I have benefited from psychedelics. I have also spent a lot of time with many survivors of severe domestic abuse / IPV / coercive control. Inducing psychedelic states in a workplace context in general would give me pause, but particularly so since it is likely to involve this population. The lifetime prevalence for US women is about 25%[1], and 10% for men[2], so this is a live issue in a workplace of any size.
I disagree that it's reasonable to expect readers to fully assess these service offerings. Issues around informed consent when doing psychological/spiritual work are complex and benefit from many perspectives. This is one of the reasons mental health is a regulated industry, with strict rules around client relationships, and ongoing ethics classes required to maintain licensure. If this were a piece of software impacting human health and I saw such potential technical issues, I would raise those as well.
I don’t believe this person is a fraud, and did not intend to give the impression I did. They are navigating a difficult and undeveloped regulatory landscape. There may be some social nuance I am missing, and I'm hoping this context improves the discussion.
[1] https://www.thelancet.com/article/S0140-6736(21)02664-7/full... [2] https://www.cdc.gov/intimate-partner-violence/about/intimate...

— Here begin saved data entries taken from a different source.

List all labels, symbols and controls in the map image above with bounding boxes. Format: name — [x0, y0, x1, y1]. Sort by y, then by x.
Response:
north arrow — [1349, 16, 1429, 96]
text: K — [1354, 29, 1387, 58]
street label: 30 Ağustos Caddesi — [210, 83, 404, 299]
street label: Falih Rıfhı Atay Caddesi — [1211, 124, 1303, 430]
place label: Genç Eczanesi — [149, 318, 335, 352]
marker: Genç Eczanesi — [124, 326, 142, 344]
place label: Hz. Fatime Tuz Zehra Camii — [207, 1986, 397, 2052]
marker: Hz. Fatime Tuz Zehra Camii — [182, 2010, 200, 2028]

My main concern was the cross-examining style of your original comment and it seems like you accept that the comment could have been better in that regard. Many thanks.
Regarding the age of HN users: yes I know it's not the case that 100% of participants are mature adults; when I make a comment like that I have to ask myself "do I really need to couch this with the concession that this is not a 100% watertight assumption?" Evidently yes :)
I think it's important to defend against hostile comments towards people sharing unconventional healing techniques on HN. People who share these concepts can be vulnerable to attack from people who feel very emboldened by their faith in mainstream approaches and allegiance to orthodoxy. I know it can be exasperating, trying to be heard when faced with attacks like that, no matter how well-intentioned, well-researched and conscientious you are. We don't want HN to be a place that allows hostile treatment towards marginal voices to go un-defended, because it's usually the case that transformative ideas start out as fringe ideas, and risk being lost altogether unless someone makes the effort to advocate for them, often at great personal cost.